The City of Reno Fire Department was shown a live drone flight demonstration of the Casia onboard Detect-and-Avoid (DAA) collision avoidance system from Iris Automation last week, highlighting the drone’s capabilities to effectively operate beyond visual line of sight (BVLOS). The demonstration was conducted within all Federal Aviation Administration’s (FAA) Unmanned Aircraft Systems (UAS) Integration Pilot Program (IPP).
The demonstration took place in Nevada over the Carson River at Fort Churchill State Historic Park, using a drone integrated with Casia to illustrate how this cutting-edge technology will be used to provide automated situational awareness for drones and their pilots. DAA is a crucial component of beyond visual line of sight drone operations today, and commercial aerial mobility operations of the future, which will rely on very similar algorithms (in some cases the same) to ensure traffic deconfliction from other commercial aircraft and air taxis.
In Reno, the Fire Department intends to utilize this technology for a “River Search and Rescue program” that will test the safety and capability of using drones during river rescue missions in an effort to improve response times and reduce exposure of both first responders and victims to dangerous conditions during river rescue operations. The City of Reno reported that initial BVLOS flight operations will take place at the Carson River location with future testing to be conducted over the Truckee River as soon as next year. “The City of Reno has been a leader in the UAS community, and this demonstration is another example of the application of these technologies for public benefit,” said Jon Damush, CEO of Iris Automation.

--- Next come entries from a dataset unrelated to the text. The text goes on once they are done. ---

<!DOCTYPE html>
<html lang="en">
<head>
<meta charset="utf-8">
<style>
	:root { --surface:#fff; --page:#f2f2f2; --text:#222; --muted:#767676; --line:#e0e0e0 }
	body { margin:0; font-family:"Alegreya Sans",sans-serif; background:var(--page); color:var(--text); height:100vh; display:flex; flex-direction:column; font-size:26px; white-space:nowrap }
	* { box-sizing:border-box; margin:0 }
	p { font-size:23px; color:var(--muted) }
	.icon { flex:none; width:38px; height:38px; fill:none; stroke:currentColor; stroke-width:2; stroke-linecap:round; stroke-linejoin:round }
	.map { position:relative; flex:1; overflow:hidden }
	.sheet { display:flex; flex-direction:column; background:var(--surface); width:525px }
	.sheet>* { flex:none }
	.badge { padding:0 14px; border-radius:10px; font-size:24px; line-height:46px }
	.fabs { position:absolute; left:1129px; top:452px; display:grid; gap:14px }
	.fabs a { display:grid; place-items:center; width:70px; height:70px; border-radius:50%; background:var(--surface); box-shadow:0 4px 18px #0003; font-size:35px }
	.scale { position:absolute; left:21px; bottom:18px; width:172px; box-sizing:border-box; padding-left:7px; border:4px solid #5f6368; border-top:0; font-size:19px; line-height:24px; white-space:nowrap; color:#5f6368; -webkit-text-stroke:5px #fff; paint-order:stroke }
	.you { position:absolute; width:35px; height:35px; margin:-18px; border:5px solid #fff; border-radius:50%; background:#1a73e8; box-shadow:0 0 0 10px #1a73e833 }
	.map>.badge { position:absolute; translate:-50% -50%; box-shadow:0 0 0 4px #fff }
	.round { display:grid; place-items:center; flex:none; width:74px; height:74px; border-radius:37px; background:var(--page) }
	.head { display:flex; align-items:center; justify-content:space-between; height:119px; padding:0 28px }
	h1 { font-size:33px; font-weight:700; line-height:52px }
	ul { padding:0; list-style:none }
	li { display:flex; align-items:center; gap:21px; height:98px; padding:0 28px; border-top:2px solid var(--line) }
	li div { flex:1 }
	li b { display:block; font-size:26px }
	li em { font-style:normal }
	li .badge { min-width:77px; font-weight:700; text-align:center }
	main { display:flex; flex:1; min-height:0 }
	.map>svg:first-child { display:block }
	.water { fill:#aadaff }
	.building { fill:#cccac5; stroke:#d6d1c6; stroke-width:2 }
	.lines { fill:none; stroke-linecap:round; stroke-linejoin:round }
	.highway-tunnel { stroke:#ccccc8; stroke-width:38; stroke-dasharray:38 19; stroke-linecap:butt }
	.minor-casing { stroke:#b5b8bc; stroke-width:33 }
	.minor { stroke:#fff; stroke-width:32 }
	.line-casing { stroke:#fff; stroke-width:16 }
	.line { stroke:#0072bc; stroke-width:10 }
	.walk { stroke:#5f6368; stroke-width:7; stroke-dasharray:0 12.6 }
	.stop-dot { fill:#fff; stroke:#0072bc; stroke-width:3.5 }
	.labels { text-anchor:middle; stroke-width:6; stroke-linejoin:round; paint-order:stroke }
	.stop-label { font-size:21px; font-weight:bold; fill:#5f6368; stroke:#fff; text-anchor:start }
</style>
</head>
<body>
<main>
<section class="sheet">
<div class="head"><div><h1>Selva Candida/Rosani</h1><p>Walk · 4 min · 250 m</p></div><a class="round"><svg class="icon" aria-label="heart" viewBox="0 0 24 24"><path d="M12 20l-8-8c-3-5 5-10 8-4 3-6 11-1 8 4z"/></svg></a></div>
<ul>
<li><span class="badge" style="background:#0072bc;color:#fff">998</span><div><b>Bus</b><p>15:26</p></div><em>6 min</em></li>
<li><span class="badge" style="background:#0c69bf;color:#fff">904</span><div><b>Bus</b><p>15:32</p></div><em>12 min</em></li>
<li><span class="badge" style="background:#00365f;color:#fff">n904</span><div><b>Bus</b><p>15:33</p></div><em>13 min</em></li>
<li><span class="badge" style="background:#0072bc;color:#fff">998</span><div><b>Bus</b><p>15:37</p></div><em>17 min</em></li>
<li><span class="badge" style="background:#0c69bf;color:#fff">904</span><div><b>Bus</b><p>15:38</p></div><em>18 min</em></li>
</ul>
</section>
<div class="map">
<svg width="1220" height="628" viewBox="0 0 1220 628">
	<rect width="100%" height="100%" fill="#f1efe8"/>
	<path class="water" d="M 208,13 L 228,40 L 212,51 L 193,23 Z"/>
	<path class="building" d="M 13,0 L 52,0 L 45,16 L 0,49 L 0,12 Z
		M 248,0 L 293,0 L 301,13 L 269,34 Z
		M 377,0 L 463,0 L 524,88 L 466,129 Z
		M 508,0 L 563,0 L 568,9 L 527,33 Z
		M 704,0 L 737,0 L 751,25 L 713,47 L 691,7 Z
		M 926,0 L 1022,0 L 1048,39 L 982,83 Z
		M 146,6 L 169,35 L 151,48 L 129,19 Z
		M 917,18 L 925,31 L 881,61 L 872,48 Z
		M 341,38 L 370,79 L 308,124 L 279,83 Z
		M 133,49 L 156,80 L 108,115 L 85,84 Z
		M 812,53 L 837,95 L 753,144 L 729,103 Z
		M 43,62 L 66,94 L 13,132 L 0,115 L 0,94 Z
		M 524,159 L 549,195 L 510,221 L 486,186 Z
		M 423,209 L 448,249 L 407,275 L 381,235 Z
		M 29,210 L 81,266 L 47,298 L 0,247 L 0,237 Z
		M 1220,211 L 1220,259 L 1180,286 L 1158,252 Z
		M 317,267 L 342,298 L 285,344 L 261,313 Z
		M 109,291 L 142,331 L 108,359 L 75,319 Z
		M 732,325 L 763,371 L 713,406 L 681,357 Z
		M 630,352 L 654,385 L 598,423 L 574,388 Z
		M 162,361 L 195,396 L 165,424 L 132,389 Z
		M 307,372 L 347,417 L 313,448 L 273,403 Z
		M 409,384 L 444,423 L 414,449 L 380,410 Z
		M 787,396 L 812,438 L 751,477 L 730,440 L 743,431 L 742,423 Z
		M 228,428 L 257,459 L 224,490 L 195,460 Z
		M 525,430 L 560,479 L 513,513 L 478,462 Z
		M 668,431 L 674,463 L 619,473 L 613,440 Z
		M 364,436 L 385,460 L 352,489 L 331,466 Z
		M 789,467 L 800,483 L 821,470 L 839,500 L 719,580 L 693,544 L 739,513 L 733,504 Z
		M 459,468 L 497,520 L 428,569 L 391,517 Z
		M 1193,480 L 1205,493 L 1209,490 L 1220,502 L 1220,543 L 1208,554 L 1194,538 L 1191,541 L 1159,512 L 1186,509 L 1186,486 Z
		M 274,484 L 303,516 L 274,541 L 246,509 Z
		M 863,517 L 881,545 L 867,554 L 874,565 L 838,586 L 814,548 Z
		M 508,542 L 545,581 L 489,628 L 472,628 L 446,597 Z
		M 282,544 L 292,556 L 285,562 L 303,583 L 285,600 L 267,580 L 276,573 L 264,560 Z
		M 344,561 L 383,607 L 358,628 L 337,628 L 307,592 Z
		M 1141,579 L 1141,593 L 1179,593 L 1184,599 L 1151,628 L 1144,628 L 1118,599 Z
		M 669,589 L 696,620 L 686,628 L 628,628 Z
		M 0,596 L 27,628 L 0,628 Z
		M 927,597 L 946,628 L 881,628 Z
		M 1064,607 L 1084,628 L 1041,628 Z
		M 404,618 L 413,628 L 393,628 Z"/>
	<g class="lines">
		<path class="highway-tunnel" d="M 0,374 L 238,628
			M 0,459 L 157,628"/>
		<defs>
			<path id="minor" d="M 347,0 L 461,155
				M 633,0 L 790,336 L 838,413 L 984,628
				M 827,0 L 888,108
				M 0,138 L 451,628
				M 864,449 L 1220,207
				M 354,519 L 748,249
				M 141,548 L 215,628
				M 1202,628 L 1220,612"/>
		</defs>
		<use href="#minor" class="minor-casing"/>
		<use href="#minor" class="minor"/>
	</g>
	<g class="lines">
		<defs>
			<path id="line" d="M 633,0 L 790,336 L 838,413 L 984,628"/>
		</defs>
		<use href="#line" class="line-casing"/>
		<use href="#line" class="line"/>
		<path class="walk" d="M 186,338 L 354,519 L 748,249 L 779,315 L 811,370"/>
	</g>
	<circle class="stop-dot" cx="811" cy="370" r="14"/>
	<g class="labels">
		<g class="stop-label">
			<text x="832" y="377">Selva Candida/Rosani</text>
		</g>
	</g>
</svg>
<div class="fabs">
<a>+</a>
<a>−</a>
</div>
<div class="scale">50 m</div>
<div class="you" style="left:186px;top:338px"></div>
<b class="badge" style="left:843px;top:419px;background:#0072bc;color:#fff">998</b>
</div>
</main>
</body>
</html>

In May 2018, the City of Reno was selected by the United States Department of Transportation (DOT) as one of nine state, local and tribal governments to participate in the FAA UAS IPP. The UAS IPP is working with the nine public-private partnerships to implement and study specific drone applications across the United States in an effort to advance the safe integration of drones into the nation’s airspace. This program will effectively lay foundations for future aerial mobility operations that feature the same air traffic deconfliction logic, but with larger eVTOL aircraft that are carrying passengers, businesspeople, or medical first responders and patients.
Why it’s important: Iris’ technology for detect and avoid, and their BVLOS demonstration for the City of Reno’s Fire Department, both showcase the technological readiness for aerial mobility deployment in the coming years. The natural progression into full-scale aerial mobility operations will be through proven technologies on smaller scales (i.e. drones beyond visual line of sight) prior to those technologies being used for monitored, but autonomous aerial mobility flights through more congested airspace. This announcement also emphasizes the FAA’s level of commitment to technology maturation and integration with the existing airspace system, which accompanies the added goal of ensuring that current users of the National Airspace System are not affected.